Kewajiban Salat dan Pertanyaan Warga China
Setelah menginjakkan kaki di China tahun 2013, Ni'mah dan Rizal harus belajar pada negara yang mayoritas penduduknya bukan Islam. Ni'mah mengaku kerap dipandang dengan wajah penuh selidik oleh pelajar dan warga lokal karena dirinya memakai hijab. Kala itu, sangat jarang mahasiswi Muslim yang memakai hijab di kampusnya.
"Di Indonesia berhijab itu hal wajar tapi kalau di sini, jalan ke mana-mana dilihatin, apalagi yang berhijab di sini minim sekali, nggak kayak sekarang. Ini orang kenapa sih, tapi saya kemudian cuek saja," tuturnya.

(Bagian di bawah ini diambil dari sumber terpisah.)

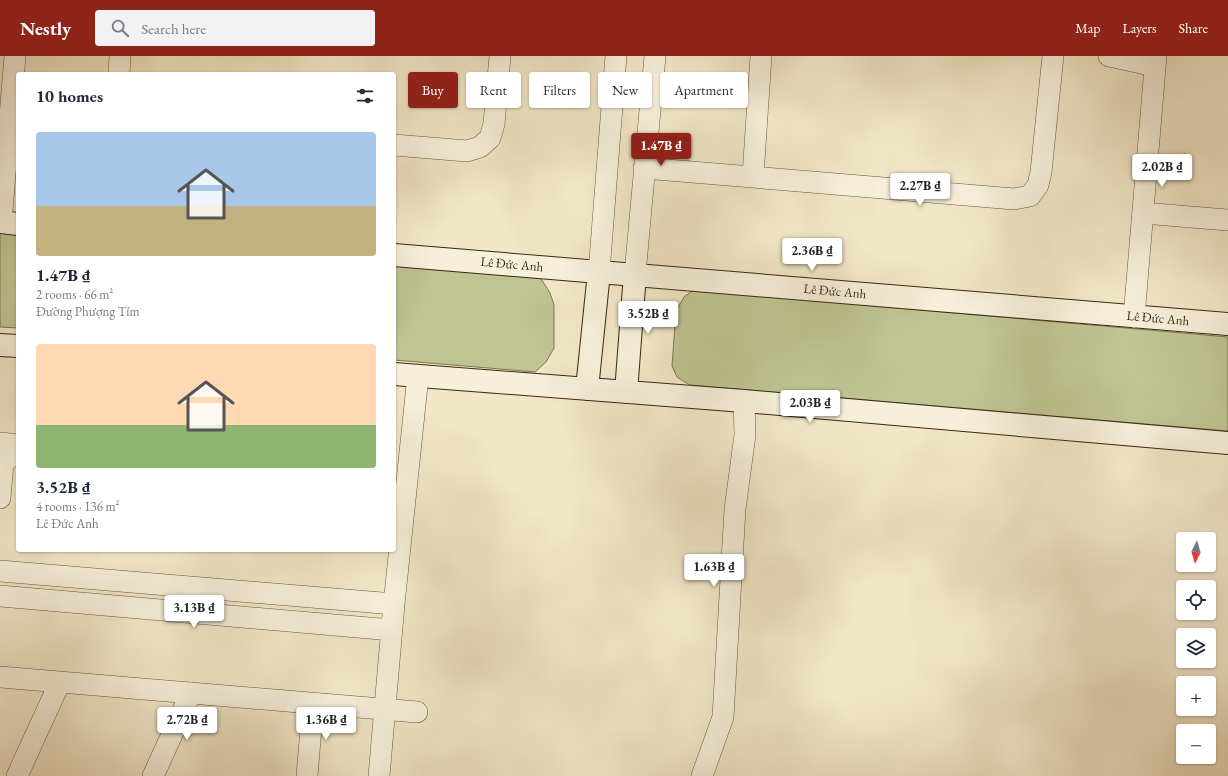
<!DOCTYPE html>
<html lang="en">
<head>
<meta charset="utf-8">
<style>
  :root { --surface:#fff; --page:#f2f2f3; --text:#1f2937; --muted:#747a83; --accent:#8f2418 }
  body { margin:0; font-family:"EB Garamond",serif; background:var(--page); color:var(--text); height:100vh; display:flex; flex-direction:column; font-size:15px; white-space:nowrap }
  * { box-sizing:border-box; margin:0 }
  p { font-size:13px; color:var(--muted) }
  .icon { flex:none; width:22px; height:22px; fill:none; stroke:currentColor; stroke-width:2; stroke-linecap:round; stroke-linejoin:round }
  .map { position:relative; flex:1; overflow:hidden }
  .sheet { position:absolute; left:16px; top:16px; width:380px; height:480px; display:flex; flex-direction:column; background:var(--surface); border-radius:4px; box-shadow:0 1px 3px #0004 }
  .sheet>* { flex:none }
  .hud { position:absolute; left:408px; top:16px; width:380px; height:36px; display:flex; gap:8px }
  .needle { width:26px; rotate:185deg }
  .fabs { position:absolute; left:1176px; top:476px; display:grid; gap:8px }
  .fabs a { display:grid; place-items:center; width:40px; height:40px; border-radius:4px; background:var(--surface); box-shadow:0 1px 3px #0004; font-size:20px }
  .price { position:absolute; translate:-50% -34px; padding:0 9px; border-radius:4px; background:#fff; color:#222; font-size:13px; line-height:26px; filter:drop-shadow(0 1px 2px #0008) }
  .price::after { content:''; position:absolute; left:50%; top:24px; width:12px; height:9px; margin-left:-6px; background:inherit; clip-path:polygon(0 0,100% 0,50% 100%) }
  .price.current { background:var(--accent); color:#fff }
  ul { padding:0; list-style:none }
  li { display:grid; align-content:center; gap:8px; height:212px; padding:0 20px }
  li span { display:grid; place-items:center; height:124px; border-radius:4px; color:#555 }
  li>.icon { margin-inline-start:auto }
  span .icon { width:72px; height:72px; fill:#fffc; stroke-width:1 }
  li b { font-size:17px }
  h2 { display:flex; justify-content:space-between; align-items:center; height:48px; padding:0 20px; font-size:17px }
  .tag { padding:0 14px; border-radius:4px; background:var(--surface); box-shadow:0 1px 3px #0004; font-size:14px; line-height:36px }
  .tag.current { background:var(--accent); color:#fff }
  header { display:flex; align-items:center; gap:24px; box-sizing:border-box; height:56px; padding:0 20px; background:var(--accent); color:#fff }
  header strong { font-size:19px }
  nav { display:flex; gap:22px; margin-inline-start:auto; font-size:14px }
  .search { width:280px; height:36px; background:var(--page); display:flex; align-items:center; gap:10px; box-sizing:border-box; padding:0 14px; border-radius:4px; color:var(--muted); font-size:15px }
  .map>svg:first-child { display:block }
  .green { fill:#bec492; stroke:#7d7650 }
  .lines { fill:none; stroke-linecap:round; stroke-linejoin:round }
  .street-casing { stroke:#69573d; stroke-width:22 }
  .secondary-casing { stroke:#3c270f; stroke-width:24 }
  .street { stroke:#f6efda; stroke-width:21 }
  .secondary { stroke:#f6efda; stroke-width:22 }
  .labels { text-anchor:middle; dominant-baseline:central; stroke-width:3; stroke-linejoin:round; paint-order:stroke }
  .street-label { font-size:13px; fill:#3c270f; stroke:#f6efda }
</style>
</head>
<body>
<header>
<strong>Nestly</strong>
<div class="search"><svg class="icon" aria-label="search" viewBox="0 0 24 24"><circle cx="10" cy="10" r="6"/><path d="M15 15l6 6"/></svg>Search here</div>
<nav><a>Map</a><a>Layers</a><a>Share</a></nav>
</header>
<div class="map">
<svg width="1228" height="720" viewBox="0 0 1228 720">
  <rect width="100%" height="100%" fill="#f1e6c6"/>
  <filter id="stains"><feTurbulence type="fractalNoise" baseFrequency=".005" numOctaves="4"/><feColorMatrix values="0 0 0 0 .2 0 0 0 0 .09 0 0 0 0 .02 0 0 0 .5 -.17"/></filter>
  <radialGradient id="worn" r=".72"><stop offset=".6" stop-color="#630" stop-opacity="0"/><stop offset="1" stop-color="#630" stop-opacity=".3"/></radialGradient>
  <path class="green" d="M 0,175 L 18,176 L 18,272 L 0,271 Z
    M 394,209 L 540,221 L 550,237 L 554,249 L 554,292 L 546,306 L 535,316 L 394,304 Z
    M 693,234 L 1228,281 L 1228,375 L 690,329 L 677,321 L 672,310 L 676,255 L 684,241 Z"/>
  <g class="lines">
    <g class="street-casing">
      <path id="street" d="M 1109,0 L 1155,10
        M 119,18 L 120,0
        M 394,89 L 467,95 L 480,91 L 490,82 L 494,68 L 500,0
        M 644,112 L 1014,143 L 1030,140 L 1038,129 L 1041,116 L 1053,0
        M 753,120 L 761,0
        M 1143,157 L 1228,164
        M 1,166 L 15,0
        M 599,216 L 616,0
        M 635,218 L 655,0
        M 1134,261 L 1156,0
        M 0,387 L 18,389
        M 0,442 L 3,407 L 18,395
        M 0,515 L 394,548
        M 0,540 L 392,574
        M 0,621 L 417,656
        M 17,720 L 60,626
        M 153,720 L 191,637
        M 307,720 L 313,648
        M 379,720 L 394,548 L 418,320
        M 702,720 L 723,661 L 735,453 L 745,379 L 744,345"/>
    </g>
    <g class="secondary-casing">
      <path id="secondary" d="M 0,166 L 18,168
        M 394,199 L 1228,268
        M 0,289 L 18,290
        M 394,318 L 744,345 L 1228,387
        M 587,333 L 599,216
        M 626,336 L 635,218"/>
    </g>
    <use href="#street" class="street"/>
    <use href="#secondary" class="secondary"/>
  </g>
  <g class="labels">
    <g class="street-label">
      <text transform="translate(512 208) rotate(5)">Lê Đức Anh</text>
      <text transform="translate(835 235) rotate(5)">Lê Đức Anh</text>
      <text transform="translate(1158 262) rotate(5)">Lê Đức Anh</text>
    </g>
  </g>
  <rect width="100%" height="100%" filter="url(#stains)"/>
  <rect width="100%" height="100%" fill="url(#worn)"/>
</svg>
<div class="fabs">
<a><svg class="needle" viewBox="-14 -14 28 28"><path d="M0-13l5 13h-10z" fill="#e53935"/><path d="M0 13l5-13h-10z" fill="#747a83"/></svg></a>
<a><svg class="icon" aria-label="locate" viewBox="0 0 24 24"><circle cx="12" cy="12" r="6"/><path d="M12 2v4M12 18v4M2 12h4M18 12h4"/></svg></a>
<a><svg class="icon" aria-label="layers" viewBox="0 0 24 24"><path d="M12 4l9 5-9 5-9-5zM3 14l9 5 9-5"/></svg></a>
<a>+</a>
<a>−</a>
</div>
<b class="price current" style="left:661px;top:111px">1.47B ₫</b>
<b class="price" style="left:1162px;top:132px">2.02B ₫</b>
<b class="price" style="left:920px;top:151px">2.27B ₫</b>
<b class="price" style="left:812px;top:216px">2.36B ₫</b>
<b class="price" style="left:648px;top:279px">3.52B ₫</b>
<b class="price" style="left:810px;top:368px">2.03B ₫</b>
<b class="price" style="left:714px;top:532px">1.63B ₫</b>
<b class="price" style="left:194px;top:573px">3.13B ₫</b>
<b class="price" style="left:187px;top:685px">2.72B ₫</b>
<b class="price" style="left:326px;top:685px">1.36B ₫</b>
<div class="hud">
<a class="tag current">Buy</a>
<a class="tag">Rent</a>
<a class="tag">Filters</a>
<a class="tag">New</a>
<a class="tag">Apartment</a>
</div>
<section class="sheet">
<h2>10 homes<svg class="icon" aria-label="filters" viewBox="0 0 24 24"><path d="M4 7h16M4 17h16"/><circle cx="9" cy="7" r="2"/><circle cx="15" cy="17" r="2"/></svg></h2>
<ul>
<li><span style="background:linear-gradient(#a9c7e8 60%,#c2b280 0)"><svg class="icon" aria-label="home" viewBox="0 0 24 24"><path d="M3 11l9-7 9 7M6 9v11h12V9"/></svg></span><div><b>1.47B ₫</b><p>2 rooms · 66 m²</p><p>Đường Phượng Tím</p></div></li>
<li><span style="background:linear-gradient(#ffd9b3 65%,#8fb573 0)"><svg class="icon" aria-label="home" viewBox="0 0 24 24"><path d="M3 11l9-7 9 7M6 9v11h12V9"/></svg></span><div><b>3.52B ₫</b><p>4 rooms · 136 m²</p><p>Lê Đức Anh</p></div></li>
</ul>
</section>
</div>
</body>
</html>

Sebagai lulusan pondok pesantren, Rizal dan Ni'mah tetap menyempatkan untuk salat berjamaah meski kegiatan perkuliahan sangat padat. Di China, aktivitas keagamaan dilarang untuk dilakukan di luar tempat ibadah. Untuk menyiasatinya, mereka mencari lokasi sepi untuk salat berjamaah.
"Waktu salat itu ambil wudu, kemudian cari lantai kosong yang nggak ada orangnya kemudian sholat bareng. Ketika mulai salat, saya bilang tunggu-tunggu ada orang lewat, baru salat lagi," kata Rizal.

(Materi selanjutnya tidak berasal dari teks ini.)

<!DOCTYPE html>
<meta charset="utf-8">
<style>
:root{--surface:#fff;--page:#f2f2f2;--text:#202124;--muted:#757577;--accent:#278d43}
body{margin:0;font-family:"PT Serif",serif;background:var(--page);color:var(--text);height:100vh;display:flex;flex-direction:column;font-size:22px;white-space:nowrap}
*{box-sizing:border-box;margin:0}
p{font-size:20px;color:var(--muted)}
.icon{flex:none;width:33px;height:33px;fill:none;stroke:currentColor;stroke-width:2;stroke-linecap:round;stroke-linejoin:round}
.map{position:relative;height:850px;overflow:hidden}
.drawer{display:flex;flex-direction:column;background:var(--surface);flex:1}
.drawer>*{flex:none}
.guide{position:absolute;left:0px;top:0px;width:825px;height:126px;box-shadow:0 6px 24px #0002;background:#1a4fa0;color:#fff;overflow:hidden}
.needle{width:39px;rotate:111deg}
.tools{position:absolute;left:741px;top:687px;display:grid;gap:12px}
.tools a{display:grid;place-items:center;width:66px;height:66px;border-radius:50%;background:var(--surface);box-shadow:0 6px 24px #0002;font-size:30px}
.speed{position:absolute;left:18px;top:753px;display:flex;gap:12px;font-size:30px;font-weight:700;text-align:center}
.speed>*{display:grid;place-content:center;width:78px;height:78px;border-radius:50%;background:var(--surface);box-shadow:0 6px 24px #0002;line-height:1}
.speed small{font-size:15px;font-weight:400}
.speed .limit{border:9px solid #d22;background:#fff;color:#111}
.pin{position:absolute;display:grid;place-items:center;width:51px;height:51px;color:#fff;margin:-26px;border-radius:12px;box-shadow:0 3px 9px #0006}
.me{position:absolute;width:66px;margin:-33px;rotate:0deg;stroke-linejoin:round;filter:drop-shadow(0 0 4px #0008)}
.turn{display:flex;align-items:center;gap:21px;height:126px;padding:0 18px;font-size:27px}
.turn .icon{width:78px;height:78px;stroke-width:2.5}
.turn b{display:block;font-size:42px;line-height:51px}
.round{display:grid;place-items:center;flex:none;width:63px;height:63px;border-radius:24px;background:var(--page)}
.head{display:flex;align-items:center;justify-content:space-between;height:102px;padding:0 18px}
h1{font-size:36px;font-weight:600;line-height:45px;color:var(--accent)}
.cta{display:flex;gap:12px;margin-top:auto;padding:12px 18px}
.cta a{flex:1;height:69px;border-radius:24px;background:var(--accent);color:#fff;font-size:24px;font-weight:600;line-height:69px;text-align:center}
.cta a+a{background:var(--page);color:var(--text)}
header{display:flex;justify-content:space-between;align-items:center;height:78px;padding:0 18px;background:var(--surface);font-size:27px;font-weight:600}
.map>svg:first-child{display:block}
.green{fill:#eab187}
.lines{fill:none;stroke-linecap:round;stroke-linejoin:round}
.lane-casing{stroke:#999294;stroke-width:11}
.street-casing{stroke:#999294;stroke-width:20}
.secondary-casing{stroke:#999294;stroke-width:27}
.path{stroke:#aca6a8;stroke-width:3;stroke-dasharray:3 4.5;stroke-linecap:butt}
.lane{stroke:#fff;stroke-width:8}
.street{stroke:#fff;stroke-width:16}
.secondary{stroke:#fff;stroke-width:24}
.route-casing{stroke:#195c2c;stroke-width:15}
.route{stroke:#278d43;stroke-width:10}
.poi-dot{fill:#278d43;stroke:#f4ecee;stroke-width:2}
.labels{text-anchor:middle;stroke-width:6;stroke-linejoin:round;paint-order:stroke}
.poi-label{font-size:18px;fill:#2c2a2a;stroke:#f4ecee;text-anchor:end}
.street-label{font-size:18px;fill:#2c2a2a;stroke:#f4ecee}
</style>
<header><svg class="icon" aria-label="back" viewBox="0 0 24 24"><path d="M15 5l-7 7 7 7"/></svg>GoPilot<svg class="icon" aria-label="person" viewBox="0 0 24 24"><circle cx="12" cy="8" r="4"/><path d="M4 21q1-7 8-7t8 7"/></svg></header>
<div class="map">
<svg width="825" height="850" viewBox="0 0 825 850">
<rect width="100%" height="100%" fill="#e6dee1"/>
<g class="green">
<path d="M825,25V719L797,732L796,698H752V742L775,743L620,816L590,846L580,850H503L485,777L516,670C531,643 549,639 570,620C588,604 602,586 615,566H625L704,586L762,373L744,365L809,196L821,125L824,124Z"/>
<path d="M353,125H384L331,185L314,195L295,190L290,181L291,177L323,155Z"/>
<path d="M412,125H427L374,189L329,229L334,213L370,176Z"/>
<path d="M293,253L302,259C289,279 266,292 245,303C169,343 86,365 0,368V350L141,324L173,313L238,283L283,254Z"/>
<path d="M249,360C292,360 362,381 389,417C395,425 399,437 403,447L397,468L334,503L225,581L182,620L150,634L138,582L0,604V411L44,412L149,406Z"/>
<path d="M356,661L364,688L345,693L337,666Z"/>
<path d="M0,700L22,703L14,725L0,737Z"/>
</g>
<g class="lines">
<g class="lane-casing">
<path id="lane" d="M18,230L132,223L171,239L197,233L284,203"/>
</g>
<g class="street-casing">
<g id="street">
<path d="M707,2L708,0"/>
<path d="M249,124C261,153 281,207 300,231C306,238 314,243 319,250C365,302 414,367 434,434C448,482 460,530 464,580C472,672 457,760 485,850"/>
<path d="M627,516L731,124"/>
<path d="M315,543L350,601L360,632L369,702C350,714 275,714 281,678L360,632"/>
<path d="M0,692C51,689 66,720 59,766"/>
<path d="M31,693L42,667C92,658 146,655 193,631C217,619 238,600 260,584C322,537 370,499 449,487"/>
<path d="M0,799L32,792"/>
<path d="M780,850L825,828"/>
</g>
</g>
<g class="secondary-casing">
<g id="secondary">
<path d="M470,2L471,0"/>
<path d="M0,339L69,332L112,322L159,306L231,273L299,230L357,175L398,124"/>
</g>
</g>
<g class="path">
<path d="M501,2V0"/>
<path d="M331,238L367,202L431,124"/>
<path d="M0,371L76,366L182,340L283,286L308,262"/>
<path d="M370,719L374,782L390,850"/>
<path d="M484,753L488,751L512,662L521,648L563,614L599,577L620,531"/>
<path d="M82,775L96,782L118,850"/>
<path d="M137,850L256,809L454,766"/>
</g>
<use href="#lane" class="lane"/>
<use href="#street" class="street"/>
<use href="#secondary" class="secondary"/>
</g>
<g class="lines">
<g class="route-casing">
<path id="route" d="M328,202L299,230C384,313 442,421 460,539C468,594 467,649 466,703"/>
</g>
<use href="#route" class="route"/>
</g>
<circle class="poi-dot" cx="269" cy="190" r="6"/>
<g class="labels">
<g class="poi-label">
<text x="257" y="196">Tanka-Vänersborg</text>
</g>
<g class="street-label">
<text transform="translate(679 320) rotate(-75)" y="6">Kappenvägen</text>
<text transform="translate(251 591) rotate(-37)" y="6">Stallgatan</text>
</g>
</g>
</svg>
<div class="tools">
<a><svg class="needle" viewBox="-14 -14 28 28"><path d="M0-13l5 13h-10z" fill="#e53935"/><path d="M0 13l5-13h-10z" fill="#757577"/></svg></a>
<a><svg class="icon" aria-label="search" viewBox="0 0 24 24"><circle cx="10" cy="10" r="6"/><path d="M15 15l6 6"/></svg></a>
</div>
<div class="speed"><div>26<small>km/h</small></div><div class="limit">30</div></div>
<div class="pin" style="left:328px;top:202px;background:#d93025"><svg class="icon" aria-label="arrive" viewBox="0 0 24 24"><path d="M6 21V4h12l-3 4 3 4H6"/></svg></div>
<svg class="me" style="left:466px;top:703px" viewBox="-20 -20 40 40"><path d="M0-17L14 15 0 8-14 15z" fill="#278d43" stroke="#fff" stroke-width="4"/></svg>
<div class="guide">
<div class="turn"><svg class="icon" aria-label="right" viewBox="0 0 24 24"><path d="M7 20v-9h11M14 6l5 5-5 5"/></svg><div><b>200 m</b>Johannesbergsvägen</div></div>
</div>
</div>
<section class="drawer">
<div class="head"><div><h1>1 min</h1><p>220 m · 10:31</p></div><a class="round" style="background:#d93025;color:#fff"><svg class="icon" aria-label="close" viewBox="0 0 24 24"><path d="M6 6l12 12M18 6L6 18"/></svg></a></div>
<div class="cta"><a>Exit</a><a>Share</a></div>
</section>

Sedangkan Alwi yang datang ke China tahun 2014, mengaku harus menjawab pertanyaan rekan-rekannya usai melakukan ibadah salat.
"Awal kumpul sama anak China, waktu lagi salat, saya lebih sering dilihat mereka. Pas awal-awal, mereka kaget pada ngapain melakukan gerakan ini itu, saya jelaskan bahwa saya harus salat setiap hari dan mereka terus mengerti," ujar Alwi.
Sistem Pendidikan Pesantren Membantu Beradaptasi
Budaya pendidikan di China yang keras karena banyak tugas dan ujian, ternyata bukan menjadi kendala bagi para santri asal Jawa Timur ini. Kendala awal memang penyesuaian Bahasa, namun berjalannya waktu hal tersebut bisa diatasi.